Example 3—Leveraging of Longitudinal Proteomic Analysis to 1) Perform a Detailed Analysis of the Protein Networks Activated Before and During Postoperative NEC, 2) Validate iFABP as a Biomarker of Postoperative NEC With and Without Additional Novel Protein Biomarkers, and 3) Determine if Food Protein Intolerance Colitis Can Be Differentiated From NEC Based on the Circulating Proteomic Profile

Applicants disclose determining changes in circulating proteins and protein systems associated with development of and recovery from NEC after neonatal CHD surgery, including targeted validation of intestinal fatty acid binding protein (iFABP) as a diagnostic and prognostic biomarker. Applicants describe using the OLINK 3072 platform, performing serial postoperative measurement of the circulating proteome to determine the changes in the global proteome and protein networks/biologic systems preceding NEC, at the time of acute NEC presentation, and during treatment/recovery from NEC. In this regard, Applicants hypothesized that subjects with NEC demonstrate broad changes to the circulating proteome with alteration of multiple molecular pathways involving inflammation, maintenance of gastrointestinal epithelium, and angiogenesis/endothelial migration, compared to subjects without NEC. These changes are hypothesized to precede overt clinical NEC, peak at onset of NEC, and shift to a distinct recovery phase during therapy. The subset of NEC subjects who clinically respond to therapy with hypoallergenic formula demonstrate a distinct proteomic phenotype compared to NEC subjects without an allergic clinical phenotype.

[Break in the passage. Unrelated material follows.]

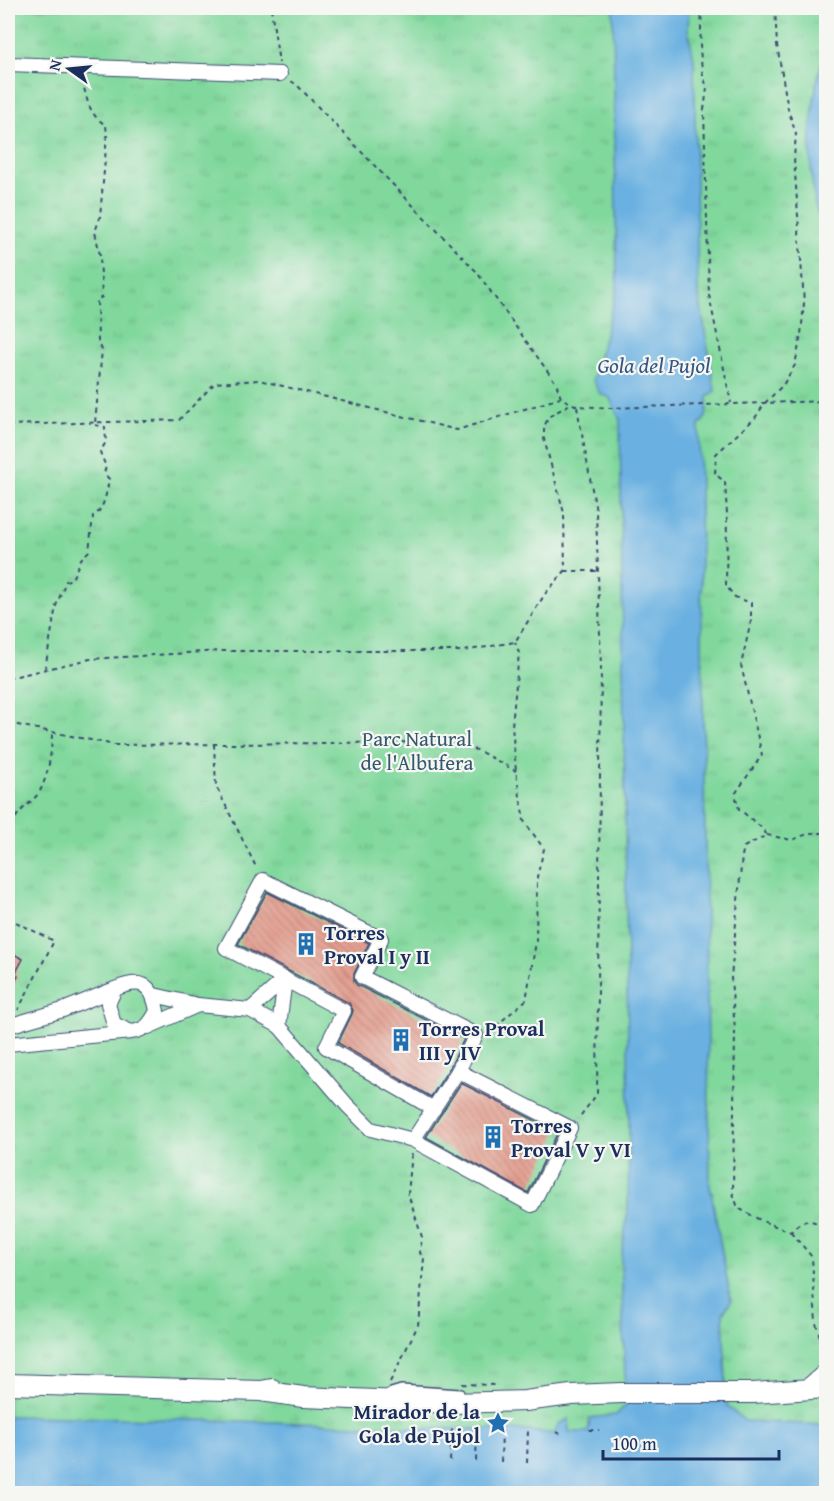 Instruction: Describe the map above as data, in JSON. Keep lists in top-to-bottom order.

Applicants also disclose performing targeted serial postoperative iFABP measurements to 1) determine the extent and duration of subacute intestinal injury prior to development of clinical NEC, 2) assess the dose-response relationship between iFABP levels and NEC severity, and 3) evaluate the response of iFABP levels to therapy. Determine the predictive value of iFABP alone and in combination with novel protein biomarkers for the detection of NEC prior to the onset of clinical symptoms. In this regard, Applicants hypothesized that circulating iFABP levels increase prior to the development of clinical NEC, higher levels are associated with more severe disease, and levels decrease in response to successful therapy. Moreover, that limited protein biomarker panels including iFABP are useful to detect patients at risk for subsequent NEC with high sensitivity/specificity prior to the onset of clinical symptoms.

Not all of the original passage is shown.